Alice in Researchland

How large language models are unlocking the ultimate cancer research assistant

Author

Isabel Duarte

Published

April 4, 2023

Prologue

As part of World Cancer Day (4th Feb), the journal of Molecular Oncology invited researchers to take part in the 2023 Molecular Oncology Writing Competition aimed at highlighting how research in other areas of life sciences or technology influences the field of cancer biology and promotes cancer research.

I decided to give it a shot and submit an essay, and received an Honourable Mention!

Essay

Ever since I was little, science fiction has promised me a future where supercomputers would be the ultimate sidekicks for all scientists. Whether in the form of android assistants or soothing voices over screen interfaces, they all share the same appealing traits: great companionship and limitless knowledge.

As a computational biologist, my work focuses on studying cancer causality through the use of causal inference models. Building these models is a lengthy process. Over the course of years they grow and adapt to incorporate information from new studies. To do this, I must find, read, interpret, and receive feedback from other researchers before transforming and updating the model. If it seems promising, then we can proceed to design proper lab experiments for model validation. It is a long process, with many steps, paced by the vast number of cancer-related publications that are continuously released.

Despite my best efforts, it is impossible to keep up. There always seems to be another paper with crucial information that just came out. As a result, my models always feel incomplete, and whenever I finally update a model, I often find it is already outdated… And the cycle starts again…

As you can imagine, I often dream about the day when I arrive at the office to work with my all-knowing research sidekick — a super algorithm that has read every piece of text ever published by human society. This would include not just cancer research and scientific publications, but also literature, news, and websites from all over the globe. The algorithm would update every night and communicate with me using natural language. I would call it MINERVA, after the Greek goddess of science.

“Good morning, MINERVA. Today I want to update the bladder cancer model,” said Alice.

“Good morning, Alice. Since your last update, over 2,000 new studies came out. I identified forty-two potentially relevant ones.

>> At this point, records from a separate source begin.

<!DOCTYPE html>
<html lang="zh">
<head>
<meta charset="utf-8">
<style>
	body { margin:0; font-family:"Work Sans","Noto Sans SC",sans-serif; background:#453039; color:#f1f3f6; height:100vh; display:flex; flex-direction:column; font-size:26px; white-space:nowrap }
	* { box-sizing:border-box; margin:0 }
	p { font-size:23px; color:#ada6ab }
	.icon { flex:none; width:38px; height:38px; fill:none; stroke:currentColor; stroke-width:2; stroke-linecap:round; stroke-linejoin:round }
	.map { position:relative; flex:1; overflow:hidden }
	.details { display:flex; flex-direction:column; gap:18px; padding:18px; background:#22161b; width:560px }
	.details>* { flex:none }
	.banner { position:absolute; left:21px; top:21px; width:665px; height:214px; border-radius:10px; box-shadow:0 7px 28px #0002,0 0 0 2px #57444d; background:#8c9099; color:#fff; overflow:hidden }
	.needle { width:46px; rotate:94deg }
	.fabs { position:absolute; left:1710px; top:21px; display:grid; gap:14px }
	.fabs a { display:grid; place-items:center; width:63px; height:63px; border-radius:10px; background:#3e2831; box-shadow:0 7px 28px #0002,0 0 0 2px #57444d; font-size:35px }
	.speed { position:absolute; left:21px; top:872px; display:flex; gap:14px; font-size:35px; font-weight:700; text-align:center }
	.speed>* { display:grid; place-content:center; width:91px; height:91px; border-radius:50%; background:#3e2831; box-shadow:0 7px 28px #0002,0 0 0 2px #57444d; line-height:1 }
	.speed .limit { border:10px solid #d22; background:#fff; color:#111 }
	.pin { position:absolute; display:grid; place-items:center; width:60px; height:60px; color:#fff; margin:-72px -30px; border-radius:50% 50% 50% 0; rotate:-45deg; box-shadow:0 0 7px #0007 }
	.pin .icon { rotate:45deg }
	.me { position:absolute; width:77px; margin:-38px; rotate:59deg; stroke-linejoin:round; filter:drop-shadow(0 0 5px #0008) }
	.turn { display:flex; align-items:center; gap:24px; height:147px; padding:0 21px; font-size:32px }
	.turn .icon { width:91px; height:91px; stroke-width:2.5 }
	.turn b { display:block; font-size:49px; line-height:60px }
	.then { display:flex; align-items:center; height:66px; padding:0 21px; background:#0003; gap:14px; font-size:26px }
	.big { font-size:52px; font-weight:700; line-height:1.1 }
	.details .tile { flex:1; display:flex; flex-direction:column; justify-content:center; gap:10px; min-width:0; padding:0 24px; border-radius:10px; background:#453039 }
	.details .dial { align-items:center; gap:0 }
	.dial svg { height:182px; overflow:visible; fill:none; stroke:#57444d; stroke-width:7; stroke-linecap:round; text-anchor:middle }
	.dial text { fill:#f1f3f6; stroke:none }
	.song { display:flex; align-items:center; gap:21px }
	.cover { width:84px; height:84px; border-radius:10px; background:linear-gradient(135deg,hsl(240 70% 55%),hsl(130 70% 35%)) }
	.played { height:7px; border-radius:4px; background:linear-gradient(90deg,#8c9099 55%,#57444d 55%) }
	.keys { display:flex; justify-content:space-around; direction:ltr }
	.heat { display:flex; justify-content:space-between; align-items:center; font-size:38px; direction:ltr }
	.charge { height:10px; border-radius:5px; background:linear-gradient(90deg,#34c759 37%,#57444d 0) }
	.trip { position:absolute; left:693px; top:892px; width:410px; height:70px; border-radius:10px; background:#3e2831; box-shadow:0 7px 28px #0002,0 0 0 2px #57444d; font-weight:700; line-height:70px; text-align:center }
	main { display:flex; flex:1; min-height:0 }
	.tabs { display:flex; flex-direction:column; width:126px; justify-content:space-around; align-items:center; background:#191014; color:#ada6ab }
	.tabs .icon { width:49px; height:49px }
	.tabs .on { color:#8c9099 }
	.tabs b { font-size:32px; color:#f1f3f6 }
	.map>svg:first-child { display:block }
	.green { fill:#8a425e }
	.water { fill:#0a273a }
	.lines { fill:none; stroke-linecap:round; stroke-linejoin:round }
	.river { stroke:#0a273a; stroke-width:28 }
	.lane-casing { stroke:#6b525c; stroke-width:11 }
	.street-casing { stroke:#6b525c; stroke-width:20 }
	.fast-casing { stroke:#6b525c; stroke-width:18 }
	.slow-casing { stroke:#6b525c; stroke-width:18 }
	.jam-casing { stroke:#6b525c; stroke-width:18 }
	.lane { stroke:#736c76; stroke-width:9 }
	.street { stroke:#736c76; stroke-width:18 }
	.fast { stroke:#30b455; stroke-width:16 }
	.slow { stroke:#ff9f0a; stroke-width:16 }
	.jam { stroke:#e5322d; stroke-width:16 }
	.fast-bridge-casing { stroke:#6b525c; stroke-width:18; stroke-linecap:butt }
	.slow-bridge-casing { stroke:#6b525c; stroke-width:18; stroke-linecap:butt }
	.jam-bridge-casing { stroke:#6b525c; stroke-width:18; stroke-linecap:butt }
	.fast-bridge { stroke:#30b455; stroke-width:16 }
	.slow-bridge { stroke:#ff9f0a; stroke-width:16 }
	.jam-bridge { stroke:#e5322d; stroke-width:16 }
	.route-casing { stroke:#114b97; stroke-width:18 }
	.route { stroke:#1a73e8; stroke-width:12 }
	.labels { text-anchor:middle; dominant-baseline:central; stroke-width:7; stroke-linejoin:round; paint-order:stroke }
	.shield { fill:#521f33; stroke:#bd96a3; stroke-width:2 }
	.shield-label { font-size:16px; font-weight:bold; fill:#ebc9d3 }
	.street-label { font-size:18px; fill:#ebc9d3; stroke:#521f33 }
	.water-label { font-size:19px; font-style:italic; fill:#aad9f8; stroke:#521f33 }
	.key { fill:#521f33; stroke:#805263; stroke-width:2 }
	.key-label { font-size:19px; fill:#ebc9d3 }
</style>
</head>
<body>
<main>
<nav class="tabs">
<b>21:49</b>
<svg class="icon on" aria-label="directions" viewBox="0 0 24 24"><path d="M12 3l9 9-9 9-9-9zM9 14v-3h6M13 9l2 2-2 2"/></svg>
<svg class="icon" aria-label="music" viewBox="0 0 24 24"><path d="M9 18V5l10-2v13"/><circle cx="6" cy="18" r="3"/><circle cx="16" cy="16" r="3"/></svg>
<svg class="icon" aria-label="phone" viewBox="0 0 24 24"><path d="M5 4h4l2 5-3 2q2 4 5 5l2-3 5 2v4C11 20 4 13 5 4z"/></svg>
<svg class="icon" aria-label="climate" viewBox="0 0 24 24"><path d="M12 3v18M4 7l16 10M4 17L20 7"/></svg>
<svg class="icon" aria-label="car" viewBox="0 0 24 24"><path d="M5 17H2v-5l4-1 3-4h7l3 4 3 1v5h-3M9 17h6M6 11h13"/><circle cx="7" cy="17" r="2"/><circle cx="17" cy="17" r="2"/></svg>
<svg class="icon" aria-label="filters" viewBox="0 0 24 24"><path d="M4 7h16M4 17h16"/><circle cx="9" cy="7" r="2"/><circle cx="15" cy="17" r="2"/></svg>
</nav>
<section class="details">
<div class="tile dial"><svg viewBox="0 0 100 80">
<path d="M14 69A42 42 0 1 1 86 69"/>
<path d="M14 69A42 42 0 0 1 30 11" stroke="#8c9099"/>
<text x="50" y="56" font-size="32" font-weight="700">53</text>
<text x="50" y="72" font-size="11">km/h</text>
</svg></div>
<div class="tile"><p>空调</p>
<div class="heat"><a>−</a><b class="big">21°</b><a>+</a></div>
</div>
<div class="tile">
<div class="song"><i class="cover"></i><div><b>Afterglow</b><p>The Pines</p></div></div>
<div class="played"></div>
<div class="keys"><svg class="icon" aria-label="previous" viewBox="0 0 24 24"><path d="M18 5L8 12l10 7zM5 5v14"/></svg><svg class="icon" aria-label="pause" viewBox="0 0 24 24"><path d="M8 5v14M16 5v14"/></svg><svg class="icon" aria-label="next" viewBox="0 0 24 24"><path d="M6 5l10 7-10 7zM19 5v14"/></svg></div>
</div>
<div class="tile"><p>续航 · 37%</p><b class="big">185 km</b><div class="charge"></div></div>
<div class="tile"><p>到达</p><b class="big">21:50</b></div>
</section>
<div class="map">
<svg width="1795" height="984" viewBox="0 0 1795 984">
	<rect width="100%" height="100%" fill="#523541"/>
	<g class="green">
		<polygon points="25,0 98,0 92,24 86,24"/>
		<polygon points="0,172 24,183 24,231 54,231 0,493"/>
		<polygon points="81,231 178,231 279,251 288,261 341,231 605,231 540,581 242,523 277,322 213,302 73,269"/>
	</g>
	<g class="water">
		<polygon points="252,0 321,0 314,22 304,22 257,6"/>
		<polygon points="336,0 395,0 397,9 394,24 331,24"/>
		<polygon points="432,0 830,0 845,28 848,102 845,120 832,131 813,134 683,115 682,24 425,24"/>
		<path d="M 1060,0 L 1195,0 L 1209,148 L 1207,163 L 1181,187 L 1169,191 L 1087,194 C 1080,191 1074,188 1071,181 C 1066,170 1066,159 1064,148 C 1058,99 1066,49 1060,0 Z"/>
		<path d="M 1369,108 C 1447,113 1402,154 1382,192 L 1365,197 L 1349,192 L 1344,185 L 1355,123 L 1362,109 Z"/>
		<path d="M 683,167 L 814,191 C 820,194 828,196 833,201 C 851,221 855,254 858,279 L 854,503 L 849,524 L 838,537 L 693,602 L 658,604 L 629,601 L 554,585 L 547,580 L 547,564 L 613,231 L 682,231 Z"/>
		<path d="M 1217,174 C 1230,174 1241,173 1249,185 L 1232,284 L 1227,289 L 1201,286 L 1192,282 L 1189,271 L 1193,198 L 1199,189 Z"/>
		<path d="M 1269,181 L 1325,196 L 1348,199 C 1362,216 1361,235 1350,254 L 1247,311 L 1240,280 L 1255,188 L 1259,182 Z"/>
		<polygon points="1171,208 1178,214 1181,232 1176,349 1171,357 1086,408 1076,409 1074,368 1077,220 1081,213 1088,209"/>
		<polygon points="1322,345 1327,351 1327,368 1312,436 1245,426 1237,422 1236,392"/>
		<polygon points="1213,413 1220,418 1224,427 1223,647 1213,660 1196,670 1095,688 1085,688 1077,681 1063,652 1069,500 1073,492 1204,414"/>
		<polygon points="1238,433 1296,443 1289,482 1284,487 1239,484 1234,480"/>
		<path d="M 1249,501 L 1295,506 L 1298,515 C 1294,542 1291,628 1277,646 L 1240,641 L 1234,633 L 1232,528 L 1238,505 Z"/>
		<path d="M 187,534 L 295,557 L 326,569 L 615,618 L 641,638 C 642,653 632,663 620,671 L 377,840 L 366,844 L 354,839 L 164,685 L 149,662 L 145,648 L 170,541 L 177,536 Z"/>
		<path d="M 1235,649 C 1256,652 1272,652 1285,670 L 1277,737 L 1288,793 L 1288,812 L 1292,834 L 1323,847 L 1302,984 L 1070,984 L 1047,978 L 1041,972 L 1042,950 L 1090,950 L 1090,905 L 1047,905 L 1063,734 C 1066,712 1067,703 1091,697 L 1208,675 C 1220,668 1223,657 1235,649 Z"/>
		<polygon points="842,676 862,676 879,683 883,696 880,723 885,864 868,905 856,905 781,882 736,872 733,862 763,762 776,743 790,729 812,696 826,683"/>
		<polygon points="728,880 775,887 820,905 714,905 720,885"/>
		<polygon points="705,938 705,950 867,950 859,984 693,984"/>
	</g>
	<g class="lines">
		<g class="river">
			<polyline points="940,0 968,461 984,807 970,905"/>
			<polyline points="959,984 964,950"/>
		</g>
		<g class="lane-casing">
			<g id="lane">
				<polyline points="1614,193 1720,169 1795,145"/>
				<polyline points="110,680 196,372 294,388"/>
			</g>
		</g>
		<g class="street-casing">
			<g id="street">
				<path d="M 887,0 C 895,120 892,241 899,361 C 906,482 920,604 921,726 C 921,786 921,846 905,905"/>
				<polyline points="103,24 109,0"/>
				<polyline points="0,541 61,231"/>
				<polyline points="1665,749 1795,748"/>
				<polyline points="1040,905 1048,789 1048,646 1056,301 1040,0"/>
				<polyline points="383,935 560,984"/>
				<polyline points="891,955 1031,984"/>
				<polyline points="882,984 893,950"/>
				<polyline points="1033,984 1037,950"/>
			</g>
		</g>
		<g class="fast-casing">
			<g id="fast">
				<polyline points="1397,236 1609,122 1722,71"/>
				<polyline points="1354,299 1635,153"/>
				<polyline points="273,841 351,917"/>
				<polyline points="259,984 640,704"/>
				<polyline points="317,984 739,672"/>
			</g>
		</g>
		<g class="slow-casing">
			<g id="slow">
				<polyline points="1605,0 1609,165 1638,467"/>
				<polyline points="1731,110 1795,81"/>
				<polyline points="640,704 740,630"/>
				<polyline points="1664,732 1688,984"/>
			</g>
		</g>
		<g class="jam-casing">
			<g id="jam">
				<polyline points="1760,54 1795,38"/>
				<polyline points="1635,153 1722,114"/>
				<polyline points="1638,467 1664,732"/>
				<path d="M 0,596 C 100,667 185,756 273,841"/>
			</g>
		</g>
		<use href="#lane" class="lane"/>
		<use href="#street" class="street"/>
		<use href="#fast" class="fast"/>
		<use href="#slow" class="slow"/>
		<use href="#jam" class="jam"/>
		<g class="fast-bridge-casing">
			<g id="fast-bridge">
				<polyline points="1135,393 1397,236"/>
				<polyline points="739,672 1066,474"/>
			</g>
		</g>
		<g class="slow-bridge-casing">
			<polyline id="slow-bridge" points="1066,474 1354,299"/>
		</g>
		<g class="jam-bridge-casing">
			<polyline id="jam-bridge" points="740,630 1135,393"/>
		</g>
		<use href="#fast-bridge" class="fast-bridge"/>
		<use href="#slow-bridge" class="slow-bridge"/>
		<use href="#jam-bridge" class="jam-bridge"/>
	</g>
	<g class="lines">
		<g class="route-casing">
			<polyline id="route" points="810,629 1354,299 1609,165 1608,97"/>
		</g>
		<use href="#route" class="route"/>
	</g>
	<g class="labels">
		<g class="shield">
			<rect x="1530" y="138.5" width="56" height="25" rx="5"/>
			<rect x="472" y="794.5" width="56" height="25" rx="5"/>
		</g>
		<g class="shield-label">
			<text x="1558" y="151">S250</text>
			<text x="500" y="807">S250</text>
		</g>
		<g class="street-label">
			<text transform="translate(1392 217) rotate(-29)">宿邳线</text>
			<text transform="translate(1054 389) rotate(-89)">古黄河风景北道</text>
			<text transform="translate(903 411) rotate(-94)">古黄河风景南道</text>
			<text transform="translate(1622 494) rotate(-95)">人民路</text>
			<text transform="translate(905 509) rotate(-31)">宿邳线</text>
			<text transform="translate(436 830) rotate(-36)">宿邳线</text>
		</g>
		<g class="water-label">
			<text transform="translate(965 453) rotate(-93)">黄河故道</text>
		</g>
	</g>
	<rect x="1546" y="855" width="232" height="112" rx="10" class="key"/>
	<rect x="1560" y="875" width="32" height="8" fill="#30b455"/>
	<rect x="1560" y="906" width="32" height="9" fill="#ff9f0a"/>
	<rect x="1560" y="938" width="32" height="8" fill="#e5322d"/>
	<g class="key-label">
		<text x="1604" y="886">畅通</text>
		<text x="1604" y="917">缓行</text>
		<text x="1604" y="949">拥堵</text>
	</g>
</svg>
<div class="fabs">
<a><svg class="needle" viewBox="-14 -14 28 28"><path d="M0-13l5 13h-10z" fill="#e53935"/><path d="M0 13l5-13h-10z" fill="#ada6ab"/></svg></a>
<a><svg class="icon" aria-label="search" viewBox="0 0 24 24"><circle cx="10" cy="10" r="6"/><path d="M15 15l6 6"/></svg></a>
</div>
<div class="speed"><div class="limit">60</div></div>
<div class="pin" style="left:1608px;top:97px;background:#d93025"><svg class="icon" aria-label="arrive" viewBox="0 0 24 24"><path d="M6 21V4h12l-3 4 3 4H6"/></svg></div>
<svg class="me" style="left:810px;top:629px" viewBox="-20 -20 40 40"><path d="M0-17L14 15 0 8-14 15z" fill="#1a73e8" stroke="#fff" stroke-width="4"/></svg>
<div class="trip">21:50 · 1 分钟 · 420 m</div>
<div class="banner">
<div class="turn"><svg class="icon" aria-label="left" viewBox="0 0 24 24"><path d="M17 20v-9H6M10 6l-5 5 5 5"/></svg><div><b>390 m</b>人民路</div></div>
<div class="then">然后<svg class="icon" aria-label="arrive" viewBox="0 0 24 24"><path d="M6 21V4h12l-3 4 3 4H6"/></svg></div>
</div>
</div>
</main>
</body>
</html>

Shall I summarize them for you to review?” replied MINERVA.

“Yes, please. Also, attach links to the original papers in case I want to check the details. Send them to my tablet. I will ping you the relevant ones for you to draft the updated model. I will review and refine it before sending it to our collaborators in the lab for feedback.”

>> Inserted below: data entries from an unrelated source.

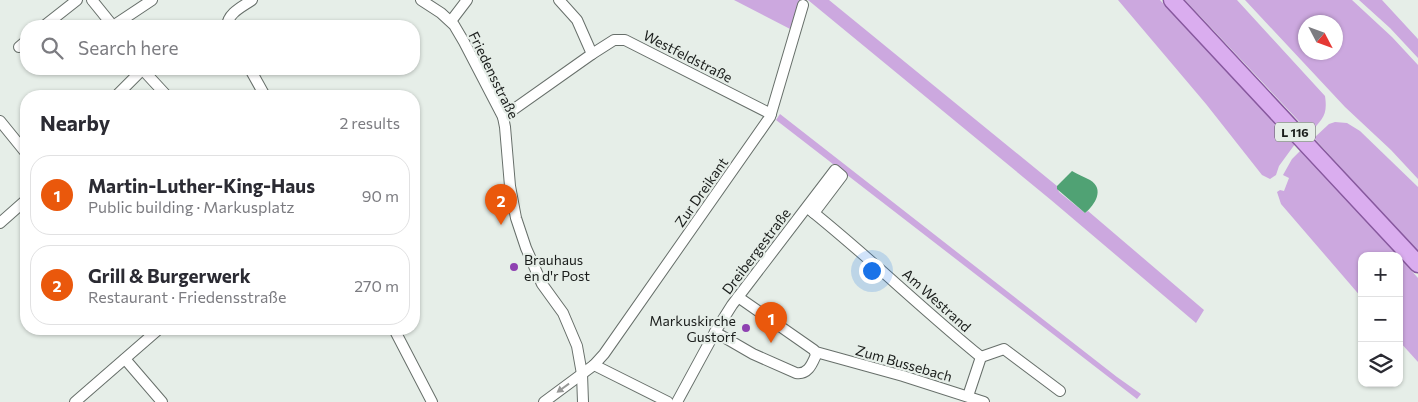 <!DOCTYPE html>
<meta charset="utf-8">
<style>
:root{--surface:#fff;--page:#f7f7f7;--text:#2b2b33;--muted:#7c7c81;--line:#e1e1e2;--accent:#ea580c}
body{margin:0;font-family:Commissioner,sans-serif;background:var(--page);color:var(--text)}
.controls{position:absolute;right:15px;bottom:15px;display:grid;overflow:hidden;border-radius:10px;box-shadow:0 1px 4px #0004}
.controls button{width:45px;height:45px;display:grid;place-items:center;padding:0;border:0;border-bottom:1px solid var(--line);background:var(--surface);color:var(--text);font:25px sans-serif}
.compass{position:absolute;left:1298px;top:15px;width:45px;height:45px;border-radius:50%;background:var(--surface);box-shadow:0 1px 4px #0004;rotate:131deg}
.you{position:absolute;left:871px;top:270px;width:18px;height:18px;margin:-12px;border:4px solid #fff;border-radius:50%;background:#1a73e8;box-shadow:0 0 0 8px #1a73e833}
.badge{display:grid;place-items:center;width:32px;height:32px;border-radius:50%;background:var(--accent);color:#fff;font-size:16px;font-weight:700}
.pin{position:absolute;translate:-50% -41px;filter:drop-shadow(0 1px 2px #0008)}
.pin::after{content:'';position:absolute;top:26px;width:18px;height:15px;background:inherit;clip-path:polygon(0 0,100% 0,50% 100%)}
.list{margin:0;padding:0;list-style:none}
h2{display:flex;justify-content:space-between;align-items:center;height:65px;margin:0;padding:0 20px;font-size:21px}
h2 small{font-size:16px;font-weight:400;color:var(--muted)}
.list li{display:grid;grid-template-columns:32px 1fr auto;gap:15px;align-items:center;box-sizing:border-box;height:80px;margin:0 10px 10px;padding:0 10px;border:1px solid var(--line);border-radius:20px}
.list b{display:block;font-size:19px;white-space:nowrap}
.list p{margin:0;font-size:16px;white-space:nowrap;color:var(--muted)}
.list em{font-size:16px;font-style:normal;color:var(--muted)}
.icon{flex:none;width:28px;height:28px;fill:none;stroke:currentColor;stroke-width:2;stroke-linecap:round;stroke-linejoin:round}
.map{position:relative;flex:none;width:1418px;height:402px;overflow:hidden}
.search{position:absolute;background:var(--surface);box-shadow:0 1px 4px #0004;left:20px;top:20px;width:400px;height:55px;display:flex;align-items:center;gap:12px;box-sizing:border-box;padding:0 18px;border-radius:20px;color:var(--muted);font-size:19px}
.panel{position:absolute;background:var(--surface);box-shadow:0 1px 4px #0004;left:20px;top:90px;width:400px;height:245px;border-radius:20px}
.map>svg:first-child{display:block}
</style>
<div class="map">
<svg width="1418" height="402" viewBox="0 0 1418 402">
<rect width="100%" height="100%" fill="#e6eee8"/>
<g fill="#cca8df" fill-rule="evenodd">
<path d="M734,0H803L794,31Z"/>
<path d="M808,0H829L1057,186L1059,192L1085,213L1088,211L1204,310L1196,323L1051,200Z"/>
<path d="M1118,0H1160L1295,144L1279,166L1276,175L1270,179L1262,175L1206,104Z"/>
<path d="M1185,0H1237L1325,96C1328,116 1322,119 1310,133Z"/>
<path d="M1245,0H1352L1392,37L1418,65V179L1391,150L1345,107ZM1306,22H1336V52H1306Z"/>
<path d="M1359,0H1382L1418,39V58L1390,28Z"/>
<path d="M780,114L1117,377L1141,394L1137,399L776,120Z"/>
<path d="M1335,122L1347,123L1360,131L1418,187V252L1314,138L1329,124Z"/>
<path d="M1301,150L1398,256H1362V298L1281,204L1277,192L1280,190L1284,191L1289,178L1283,175L1292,159Z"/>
<path d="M1399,257L1418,278V362L1399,341Z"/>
</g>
<path fill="#50a274" d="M1072,171C1077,174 1084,177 1090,180C1105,189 1095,205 1085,213L1057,189V186Z"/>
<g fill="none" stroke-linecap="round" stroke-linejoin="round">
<defs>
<g id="minor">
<path d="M92,0L113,26"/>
<path d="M421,0L441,13L454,25L464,42L503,117L505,127L510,186L516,218L526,248L542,284L563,313L577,346L582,374L583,402"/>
<path d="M451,21L467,0"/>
<path d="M44,26L77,0"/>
<path d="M113,26L152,0"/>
<path d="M227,26C228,13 242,7 252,0"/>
<path d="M19,47L26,41"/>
<path d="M592,54L614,40H625L771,114"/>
<path d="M142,69L167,96"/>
<path d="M250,69L265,96"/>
<path d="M116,96L143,69"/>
<path d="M503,117L592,54L577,20L559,0"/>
<path d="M0,121L26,153"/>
<path d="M809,209C868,256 922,309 981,357"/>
<path d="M0,223L26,200"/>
<path d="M394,329L432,402"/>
<path d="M715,332L753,354L796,373C808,375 812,364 816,355L814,350L738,297"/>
<path d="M816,352L903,376L984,402"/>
<path d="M981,357L1004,349L1060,391"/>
<path d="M125,359L162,402"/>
<path d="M594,365L668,402"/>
<path d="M968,396L981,357"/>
<path d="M75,402L159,329"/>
<path d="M544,402L594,365L604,354L770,117L803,5"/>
<path d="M677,402L715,332L732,305L835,170L842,176L814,213"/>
</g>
<path id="primary" d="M1172,0L1418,264"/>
</defs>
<use href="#minor" stroke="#676f6a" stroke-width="12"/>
<use href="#primary" stroke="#87589e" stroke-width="19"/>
<use href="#minor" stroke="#fff" stroke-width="10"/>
<use href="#primary" stroke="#daadef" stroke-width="16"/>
</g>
<defs><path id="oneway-solid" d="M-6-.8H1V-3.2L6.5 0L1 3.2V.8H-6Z" transform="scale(1.25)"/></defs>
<use fill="#989998" href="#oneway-solid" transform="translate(563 388) rotate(144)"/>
<g fill="#8e41b1" stroke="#e6eee8" stroke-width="2">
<circle cx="514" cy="267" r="5"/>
<circle cx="746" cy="328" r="5"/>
</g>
<g text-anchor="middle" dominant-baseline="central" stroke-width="4.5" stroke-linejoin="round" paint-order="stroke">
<rect fill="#e6eee8" stroke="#575c58" stroke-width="1" x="1275" y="122.5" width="40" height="19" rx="4"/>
<g font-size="12" font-weight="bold" fill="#1a1d1b">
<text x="1295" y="132">L 116</text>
</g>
<g font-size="14" fill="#1a1d1b" stroke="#e6eee8">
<text transform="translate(688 56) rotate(27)">Westfeldstraße</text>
<text transform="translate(494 75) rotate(64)">Friedensstraße</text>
<text transform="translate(701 192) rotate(-55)">Zur Dreikant</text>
<text transform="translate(756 251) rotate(-53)">Dreibergestraße</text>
<text transform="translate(937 300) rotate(42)">Am Westrand</text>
<text transform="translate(904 363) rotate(16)">Zum Bussebach</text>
</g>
<g font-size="14" fill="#1a1d1b" stroke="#e6eee8" text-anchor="start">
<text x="524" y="259">Brauhaus<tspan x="524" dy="16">en d'r Post</tspan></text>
<text x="736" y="320" text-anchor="end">Markuskirche<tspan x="736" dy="16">Gustorf</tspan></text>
</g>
</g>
</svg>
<div class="controls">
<button>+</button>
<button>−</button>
<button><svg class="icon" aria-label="layers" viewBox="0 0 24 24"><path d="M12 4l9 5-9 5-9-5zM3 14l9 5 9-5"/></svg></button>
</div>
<svg class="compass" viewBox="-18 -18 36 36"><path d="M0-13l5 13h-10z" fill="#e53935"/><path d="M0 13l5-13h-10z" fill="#7c7c81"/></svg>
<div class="you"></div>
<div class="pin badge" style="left:771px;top:343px">1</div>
<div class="pin badge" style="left:501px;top:225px">2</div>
<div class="search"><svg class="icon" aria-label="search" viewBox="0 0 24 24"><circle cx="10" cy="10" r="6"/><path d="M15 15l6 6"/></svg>Search here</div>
<section class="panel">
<h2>Nearby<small>2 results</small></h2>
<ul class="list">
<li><span class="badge">1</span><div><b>Martin-Luther-King-Haus</b><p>Public building · Markusplatz</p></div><em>90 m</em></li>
<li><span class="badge">2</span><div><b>Grill &amp; Burgerwerk</b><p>Restaurant · Friedensstraße</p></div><em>270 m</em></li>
</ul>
</section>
</div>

“Sure, Alice. Have a good read.”

It takes me about an hour to review the new data before I realize that one of the papers has conflicting information. I am not sure, so I summon MINERVA and ask:

“MINERVA, can you clarify something for me? I think that Paper A is reporting conflicting information about non-stop mutations in Gene B. Can you confirm?”

“Indeed, non-stop mutations in Gene B have been reported as associated and non-associated with bladder cancer in Publications O and K. The full texts are already available for your evaluation.”

“Thank you MINERVA.”

As I immerse myself in my work, I feel a growing sense of confidence and purpose. I know that I am not missing out on anything. I can consult the most well informed assistant to dissipate all my doubts, clarify my assumptions, and expedite my decisions. I am genuinely performing the best science I can, limited only by my curiosity. I am the scientist I have always aspired to be.

Only six months ago, my dream of having an all-knowing research sidekick with whom I could talk in natural language seemed impossibly distant. But that future is now!

Artificial intelligence (AI) research has already demonstrated its value in cancer research and in the clinic, particularly in patient stratification, image classification, and treatment management. However, recent developments in Large Language Models (LLMs) have taken AI research to new heights.

“Large Language Models are a type of artificial intelligence system that uses deep learning algorithms to analyze and generate natural language text.” The previous sentence was generated by ChatGPT — the LLM that took the world by storm. I requested a “rigorous explanation of LLMs”, and it provided a brief and reasonably precise summary. Although it is not perfect (yet) it is undeniably impressive and constantly improving, holding the potential to accelerate cancer research in an unprecedented manner.

LLMs can be trained quickly and accurately on all scientific literature relevant to cancer. With access to such a knowledge base, cancer researchers can: identify key connections between studies; uncover gaps in knowledge; verify whether their planned experiment has been conducted and published before; keep up-to-date with the latest developments in a concise yet meaningful manner; summarize new information for a quick overview before delving deeper into the subject; and ask questions to clarify any unclear points, as if talking to a super scholar. Sure, it requires fact checking, but isn’t that what science is all about?

If science is knowledge, and knowledge is power, then I would argue that AI research into LLMs is empowering cancer research by providing access to knowledge at our fingertips, freeing our time to engage in creative thinking and planning, while allowing us to focus our minds on understanding cancer. It is here to stay, and I believe it to be a true game changer.